**TASK PROMPT**
Filter the data for lines with the word "setLineDash" and copy those lines.

* * *

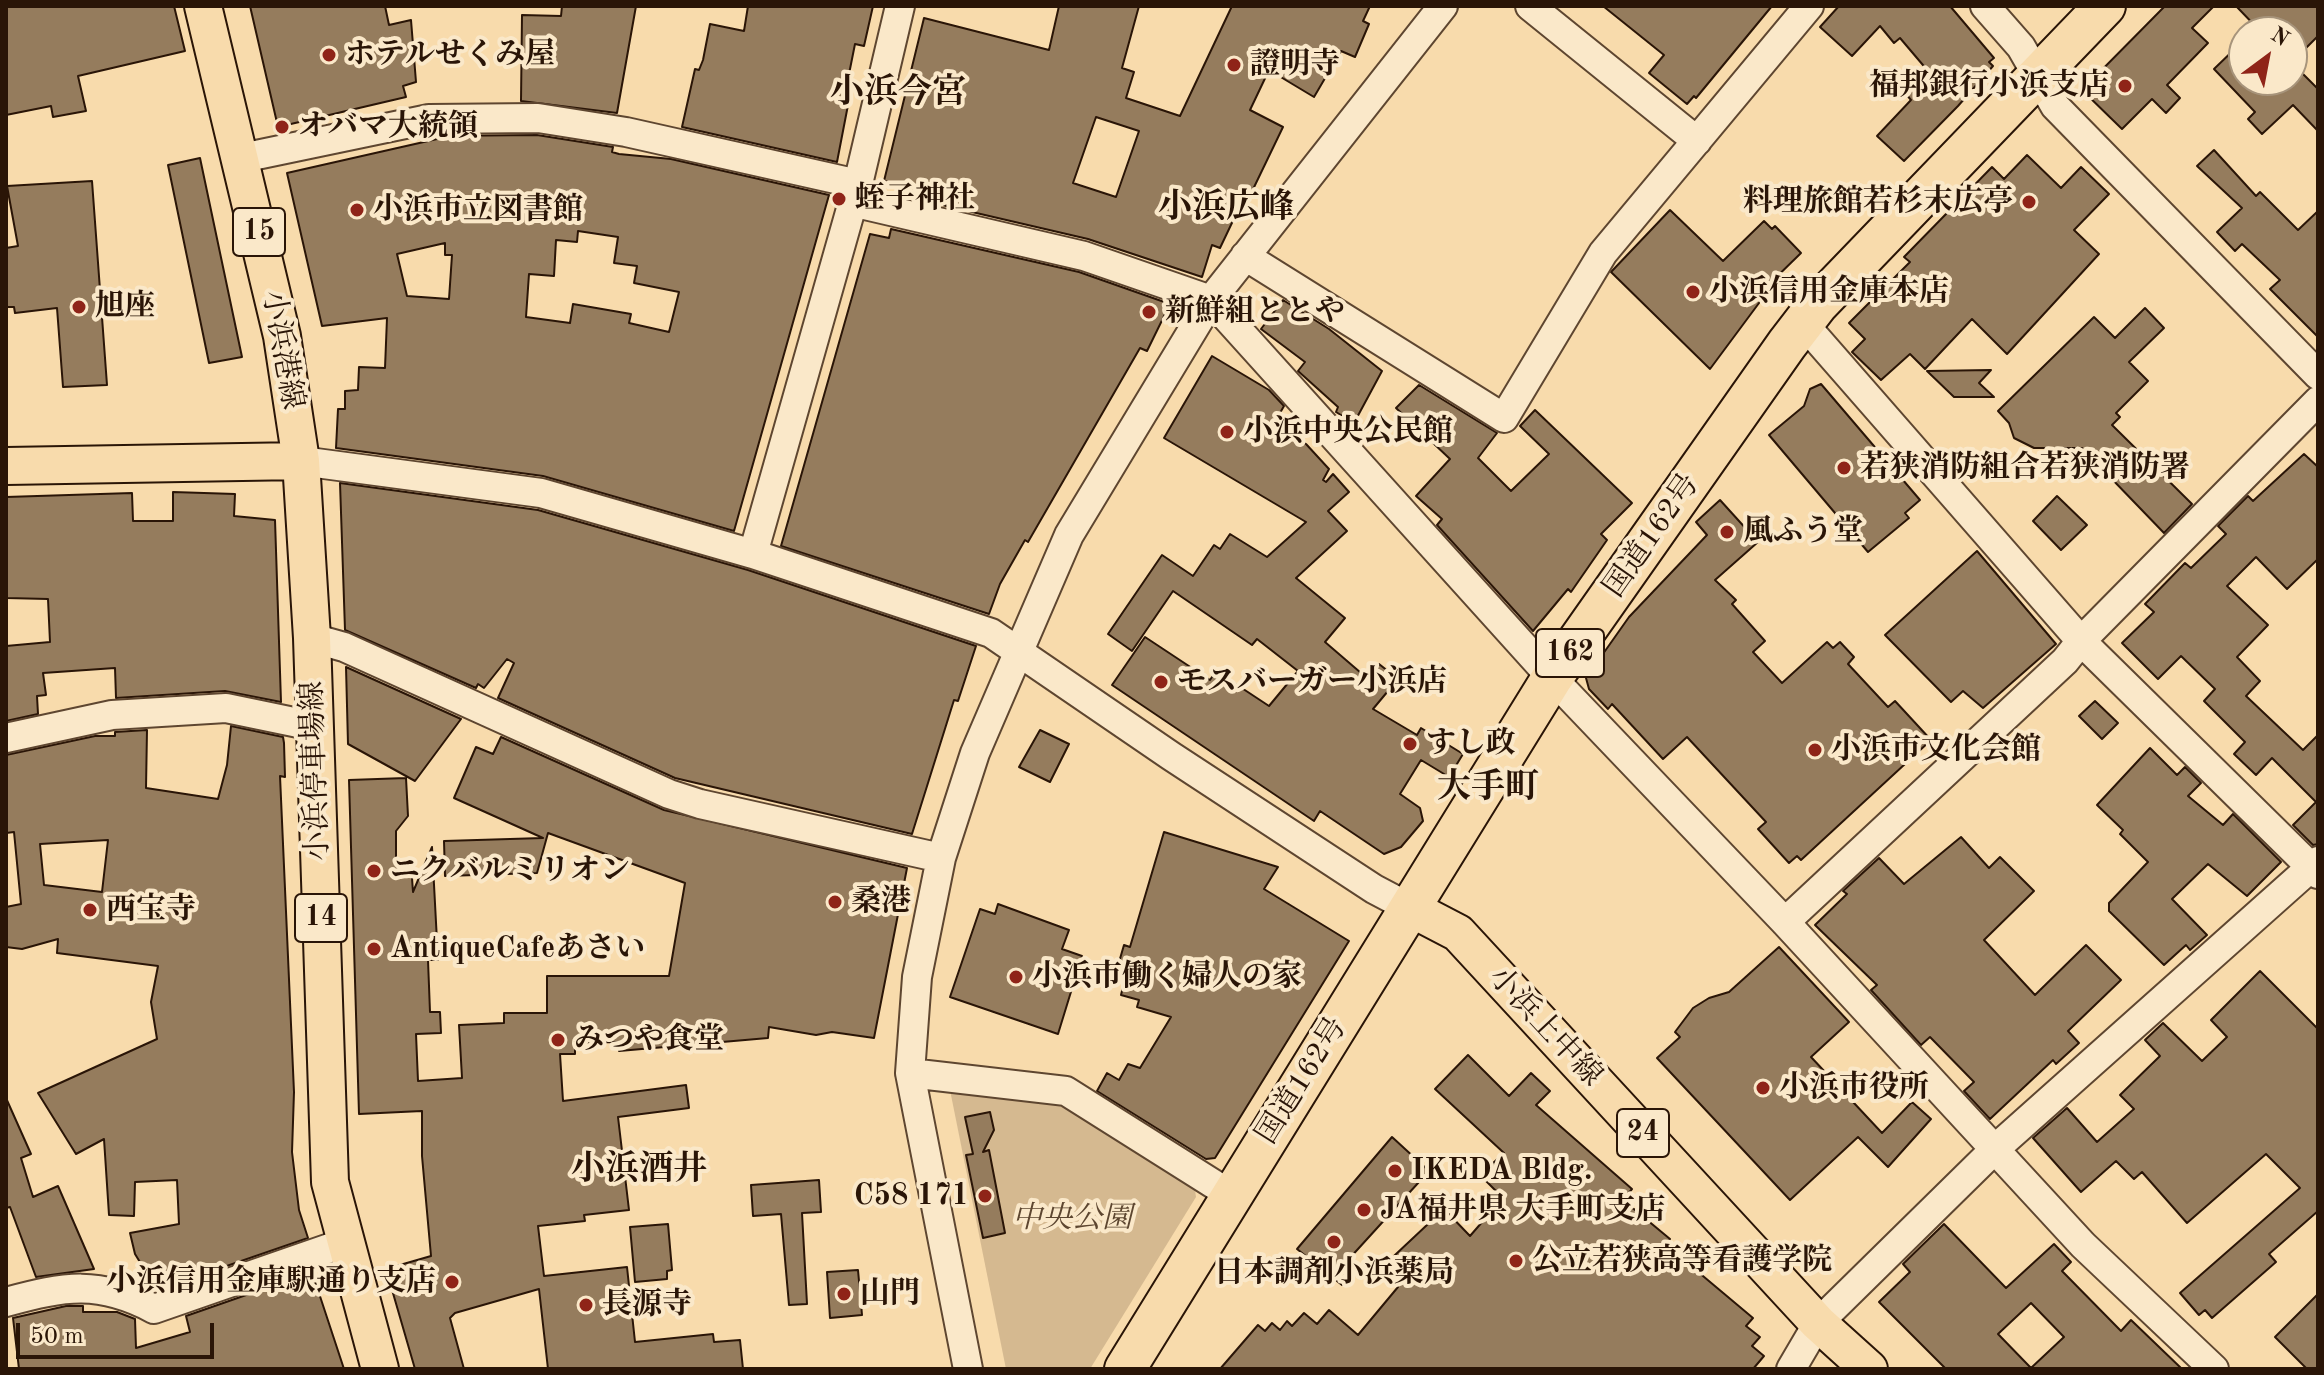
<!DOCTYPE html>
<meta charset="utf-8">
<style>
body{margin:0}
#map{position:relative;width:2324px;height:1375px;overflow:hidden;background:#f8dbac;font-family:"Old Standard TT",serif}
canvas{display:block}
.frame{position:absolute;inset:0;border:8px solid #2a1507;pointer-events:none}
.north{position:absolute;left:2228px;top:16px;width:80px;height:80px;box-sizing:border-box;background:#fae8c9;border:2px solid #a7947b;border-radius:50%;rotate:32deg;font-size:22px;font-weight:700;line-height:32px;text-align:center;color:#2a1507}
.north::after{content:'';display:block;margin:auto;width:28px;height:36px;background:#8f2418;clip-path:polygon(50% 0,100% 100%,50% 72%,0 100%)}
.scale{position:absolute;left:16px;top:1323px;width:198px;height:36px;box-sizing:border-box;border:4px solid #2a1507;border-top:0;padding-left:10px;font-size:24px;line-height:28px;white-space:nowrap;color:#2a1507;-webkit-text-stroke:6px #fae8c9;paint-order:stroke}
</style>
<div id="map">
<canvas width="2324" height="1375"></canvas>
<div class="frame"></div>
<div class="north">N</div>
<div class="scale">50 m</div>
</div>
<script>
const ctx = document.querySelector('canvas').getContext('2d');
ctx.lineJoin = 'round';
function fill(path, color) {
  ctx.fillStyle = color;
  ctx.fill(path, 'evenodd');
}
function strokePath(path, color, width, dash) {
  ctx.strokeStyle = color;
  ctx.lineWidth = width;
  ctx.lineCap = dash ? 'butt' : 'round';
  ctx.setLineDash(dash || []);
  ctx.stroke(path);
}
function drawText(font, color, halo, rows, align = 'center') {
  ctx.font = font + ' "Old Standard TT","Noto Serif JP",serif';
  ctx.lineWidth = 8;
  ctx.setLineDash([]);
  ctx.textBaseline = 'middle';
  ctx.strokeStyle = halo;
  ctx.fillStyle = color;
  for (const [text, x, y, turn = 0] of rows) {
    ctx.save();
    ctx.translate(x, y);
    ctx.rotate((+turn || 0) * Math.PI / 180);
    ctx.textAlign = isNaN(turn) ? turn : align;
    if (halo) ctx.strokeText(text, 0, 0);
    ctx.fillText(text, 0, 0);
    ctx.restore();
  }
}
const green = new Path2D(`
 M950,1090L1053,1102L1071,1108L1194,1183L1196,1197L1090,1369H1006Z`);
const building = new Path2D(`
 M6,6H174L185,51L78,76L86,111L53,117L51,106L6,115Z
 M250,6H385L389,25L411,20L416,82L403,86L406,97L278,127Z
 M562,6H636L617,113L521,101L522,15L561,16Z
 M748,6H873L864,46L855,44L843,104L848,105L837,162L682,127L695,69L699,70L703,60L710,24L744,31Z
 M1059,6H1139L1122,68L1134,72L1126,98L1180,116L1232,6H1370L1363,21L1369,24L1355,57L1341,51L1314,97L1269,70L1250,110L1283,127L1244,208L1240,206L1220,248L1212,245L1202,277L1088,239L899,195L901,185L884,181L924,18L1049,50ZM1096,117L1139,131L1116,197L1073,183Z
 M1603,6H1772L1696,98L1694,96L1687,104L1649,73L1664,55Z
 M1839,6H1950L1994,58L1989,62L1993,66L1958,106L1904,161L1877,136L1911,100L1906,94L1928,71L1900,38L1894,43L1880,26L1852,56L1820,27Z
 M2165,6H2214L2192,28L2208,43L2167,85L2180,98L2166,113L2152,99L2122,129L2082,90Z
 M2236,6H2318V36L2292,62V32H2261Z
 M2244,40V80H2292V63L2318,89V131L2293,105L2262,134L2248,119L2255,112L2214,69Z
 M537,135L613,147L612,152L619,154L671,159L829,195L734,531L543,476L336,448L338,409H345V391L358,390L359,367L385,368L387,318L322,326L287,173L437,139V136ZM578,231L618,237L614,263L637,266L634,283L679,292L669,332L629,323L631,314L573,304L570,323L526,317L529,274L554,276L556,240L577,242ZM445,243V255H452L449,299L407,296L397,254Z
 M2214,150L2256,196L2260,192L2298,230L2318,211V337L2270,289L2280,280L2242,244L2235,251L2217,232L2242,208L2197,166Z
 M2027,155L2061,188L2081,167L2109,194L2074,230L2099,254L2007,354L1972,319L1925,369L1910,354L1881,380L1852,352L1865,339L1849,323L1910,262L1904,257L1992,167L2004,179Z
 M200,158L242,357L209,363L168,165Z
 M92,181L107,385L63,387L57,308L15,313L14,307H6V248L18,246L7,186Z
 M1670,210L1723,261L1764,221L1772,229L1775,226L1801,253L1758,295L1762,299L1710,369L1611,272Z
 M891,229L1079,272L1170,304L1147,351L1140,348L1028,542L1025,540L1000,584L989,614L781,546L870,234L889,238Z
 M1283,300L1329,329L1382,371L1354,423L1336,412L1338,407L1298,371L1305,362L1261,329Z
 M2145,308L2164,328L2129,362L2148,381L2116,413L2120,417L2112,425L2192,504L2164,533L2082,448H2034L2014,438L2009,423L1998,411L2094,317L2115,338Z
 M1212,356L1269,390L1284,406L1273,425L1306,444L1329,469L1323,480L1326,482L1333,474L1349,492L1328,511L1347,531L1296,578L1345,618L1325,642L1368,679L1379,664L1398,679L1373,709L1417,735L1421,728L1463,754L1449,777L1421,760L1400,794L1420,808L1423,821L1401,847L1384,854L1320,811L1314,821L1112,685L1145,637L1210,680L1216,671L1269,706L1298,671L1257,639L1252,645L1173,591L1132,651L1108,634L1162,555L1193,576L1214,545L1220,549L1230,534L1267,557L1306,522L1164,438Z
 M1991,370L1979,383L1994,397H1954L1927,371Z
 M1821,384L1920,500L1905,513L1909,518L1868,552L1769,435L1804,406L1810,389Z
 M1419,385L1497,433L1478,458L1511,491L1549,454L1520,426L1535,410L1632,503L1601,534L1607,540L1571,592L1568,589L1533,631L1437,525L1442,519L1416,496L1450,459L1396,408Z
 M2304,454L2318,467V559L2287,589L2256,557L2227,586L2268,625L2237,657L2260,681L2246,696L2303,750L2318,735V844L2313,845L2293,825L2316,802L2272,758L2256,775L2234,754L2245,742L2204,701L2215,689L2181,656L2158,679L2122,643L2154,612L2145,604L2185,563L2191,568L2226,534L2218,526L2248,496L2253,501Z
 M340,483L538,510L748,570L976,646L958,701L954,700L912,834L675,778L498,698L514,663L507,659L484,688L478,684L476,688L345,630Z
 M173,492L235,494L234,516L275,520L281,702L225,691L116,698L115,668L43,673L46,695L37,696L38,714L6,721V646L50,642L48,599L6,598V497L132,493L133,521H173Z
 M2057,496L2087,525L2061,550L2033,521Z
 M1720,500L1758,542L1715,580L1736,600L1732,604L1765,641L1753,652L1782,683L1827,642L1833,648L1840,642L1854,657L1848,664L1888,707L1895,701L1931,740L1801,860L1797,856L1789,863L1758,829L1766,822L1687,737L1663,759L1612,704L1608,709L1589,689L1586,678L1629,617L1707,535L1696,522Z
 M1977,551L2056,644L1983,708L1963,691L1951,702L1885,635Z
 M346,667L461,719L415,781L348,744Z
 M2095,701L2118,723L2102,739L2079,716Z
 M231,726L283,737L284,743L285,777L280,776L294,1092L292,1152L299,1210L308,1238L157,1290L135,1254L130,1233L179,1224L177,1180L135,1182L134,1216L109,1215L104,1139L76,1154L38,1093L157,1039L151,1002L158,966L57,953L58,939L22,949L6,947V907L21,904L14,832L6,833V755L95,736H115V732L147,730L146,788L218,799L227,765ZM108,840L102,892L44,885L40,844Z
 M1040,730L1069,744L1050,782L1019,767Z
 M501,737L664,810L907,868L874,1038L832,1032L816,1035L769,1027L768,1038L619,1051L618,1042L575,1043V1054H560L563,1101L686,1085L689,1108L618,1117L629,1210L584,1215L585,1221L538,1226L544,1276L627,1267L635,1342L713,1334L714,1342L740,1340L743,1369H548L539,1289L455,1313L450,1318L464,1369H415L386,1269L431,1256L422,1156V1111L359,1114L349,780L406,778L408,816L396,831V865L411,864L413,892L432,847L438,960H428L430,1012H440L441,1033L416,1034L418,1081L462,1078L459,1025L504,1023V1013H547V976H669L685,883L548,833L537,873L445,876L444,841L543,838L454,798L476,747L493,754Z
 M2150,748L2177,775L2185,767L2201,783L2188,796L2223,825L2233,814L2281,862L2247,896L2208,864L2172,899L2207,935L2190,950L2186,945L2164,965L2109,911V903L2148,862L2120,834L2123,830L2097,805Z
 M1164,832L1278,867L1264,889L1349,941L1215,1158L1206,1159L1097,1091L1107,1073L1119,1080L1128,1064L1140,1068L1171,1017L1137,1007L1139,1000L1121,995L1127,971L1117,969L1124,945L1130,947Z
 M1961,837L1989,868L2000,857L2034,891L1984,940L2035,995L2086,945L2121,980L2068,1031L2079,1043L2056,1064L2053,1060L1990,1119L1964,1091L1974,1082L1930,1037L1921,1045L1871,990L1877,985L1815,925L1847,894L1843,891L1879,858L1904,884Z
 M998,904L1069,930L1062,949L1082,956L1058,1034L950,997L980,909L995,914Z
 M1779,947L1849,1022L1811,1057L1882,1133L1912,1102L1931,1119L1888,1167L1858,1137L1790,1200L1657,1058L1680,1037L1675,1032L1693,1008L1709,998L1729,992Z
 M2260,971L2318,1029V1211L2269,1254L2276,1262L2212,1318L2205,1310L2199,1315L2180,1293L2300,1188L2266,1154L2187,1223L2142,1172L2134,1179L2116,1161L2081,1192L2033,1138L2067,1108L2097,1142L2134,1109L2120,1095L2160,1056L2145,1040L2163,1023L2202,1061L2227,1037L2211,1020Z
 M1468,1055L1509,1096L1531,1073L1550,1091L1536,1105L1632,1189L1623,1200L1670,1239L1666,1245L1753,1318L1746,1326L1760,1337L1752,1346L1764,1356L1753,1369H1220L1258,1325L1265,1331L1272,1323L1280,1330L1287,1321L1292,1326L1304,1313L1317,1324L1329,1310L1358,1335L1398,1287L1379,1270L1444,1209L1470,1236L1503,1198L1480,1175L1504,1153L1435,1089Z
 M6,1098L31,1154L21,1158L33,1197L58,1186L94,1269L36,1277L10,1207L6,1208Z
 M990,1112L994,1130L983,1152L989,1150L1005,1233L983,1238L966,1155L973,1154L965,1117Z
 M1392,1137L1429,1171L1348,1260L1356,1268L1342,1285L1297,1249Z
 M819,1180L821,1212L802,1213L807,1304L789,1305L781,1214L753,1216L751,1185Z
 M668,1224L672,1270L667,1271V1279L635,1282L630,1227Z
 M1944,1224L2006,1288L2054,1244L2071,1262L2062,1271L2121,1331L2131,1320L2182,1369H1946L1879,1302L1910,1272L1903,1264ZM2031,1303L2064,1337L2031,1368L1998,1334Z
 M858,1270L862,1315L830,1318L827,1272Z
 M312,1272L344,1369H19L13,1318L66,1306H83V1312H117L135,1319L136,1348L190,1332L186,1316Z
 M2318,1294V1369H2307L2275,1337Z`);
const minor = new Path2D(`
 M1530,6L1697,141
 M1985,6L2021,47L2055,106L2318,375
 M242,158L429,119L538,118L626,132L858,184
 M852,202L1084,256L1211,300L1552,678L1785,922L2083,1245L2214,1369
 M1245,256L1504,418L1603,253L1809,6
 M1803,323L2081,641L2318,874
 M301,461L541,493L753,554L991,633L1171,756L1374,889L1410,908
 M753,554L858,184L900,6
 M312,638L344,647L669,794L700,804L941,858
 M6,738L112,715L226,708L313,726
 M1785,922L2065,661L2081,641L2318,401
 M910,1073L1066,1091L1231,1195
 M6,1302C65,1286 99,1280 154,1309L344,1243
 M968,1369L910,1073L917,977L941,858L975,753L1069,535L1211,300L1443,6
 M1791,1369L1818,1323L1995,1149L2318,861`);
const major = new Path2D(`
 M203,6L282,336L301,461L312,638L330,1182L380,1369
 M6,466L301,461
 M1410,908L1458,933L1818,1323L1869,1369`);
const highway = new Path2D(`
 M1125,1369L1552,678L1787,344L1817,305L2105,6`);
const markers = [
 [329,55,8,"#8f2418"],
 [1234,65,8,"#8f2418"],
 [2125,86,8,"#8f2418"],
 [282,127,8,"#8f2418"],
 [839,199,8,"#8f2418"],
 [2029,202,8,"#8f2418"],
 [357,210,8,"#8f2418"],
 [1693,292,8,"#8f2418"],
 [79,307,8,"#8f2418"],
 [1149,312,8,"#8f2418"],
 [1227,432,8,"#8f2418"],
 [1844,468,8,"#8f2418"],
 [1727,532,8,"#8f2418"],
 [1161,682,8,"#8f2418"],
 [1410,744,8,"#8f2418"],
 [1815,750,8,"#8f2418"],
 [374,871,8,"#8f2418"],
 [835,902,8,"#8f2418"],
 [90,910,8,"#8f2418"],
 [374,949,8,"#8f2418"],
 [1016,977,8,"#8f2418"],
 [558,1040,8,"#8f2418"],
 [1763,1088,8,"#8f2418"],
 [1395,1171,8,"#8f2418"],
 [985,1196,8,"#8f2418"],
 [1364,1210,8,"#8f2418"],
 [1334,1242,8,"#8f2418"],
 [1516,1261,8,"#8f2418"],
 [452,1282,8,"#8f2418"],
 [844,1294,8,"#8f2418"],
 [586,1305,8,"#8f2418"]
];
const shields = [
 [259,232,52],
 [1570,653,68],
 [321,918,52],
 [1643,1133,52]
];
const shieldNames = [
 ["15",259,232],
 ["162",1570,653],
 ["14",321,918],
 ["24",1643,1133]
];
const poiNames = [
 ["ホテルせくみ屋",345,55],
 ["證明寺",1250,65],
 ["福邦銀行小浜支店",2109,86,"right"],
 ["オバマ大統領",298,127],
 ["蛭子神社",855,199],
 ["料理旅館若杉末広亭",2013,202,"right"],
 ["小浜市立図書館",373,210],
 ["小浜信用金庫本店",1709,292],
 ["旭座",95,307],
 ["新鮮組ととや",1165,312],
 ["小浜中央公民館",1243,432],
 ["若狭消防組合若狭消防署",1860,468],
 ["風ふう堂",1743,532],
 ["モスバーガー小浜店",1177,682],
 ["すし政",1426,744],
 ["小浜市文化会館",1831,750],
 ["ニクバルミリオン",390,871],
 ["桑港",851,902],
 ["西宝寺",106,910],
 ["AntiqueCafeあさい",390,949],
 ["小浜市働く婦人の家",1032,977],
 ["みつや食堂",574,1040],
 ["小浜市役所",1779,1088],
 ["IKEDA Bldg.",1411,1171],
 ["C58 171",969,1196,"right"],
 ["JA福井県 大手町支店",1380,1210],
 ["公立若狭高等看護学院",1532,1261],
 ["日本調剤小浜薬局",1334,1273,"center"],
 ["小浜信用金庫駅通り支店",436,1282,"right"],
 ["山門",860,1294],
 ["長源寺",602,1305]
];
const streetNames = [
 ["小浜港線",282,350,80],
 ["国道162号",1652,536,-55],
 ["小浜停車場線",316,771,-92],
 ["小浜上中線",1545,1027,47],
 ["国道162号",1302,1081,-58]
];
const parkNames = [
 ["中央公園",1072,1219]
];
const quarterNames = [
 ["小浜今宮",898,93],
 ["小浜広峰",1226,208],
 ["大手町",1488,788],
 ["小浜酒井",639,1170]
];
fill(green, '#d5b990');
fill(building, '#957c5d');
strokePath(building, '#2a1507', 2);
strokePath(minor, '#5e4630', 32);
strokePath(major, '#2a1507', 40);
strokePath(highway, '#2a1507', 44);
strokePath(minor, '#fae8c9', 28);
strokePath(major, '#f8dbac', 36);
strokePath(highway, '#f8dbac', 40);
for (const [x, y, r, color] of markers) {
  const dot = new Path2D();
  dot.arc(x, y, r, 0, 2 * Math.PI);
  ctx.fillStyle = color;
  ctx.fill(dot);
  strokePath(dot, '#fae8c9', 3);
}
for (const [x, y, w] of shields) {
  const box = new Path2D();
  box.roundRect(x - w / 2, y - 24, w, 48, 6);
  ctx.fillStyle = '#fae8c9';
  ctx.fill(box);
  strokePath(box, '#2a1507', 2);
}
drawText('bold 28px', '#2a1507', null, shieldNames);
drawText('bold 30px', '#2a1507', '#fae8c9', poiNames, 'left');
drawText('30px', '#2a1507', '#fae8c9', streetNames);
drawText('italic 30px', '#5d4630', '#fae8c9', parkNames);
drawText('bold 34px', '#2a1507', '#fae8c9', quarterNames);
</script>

* * *

**RESULT OF THE EXERCISE**
  ctx.setLineDash(dash || []);
  ctx.setLineDash([]);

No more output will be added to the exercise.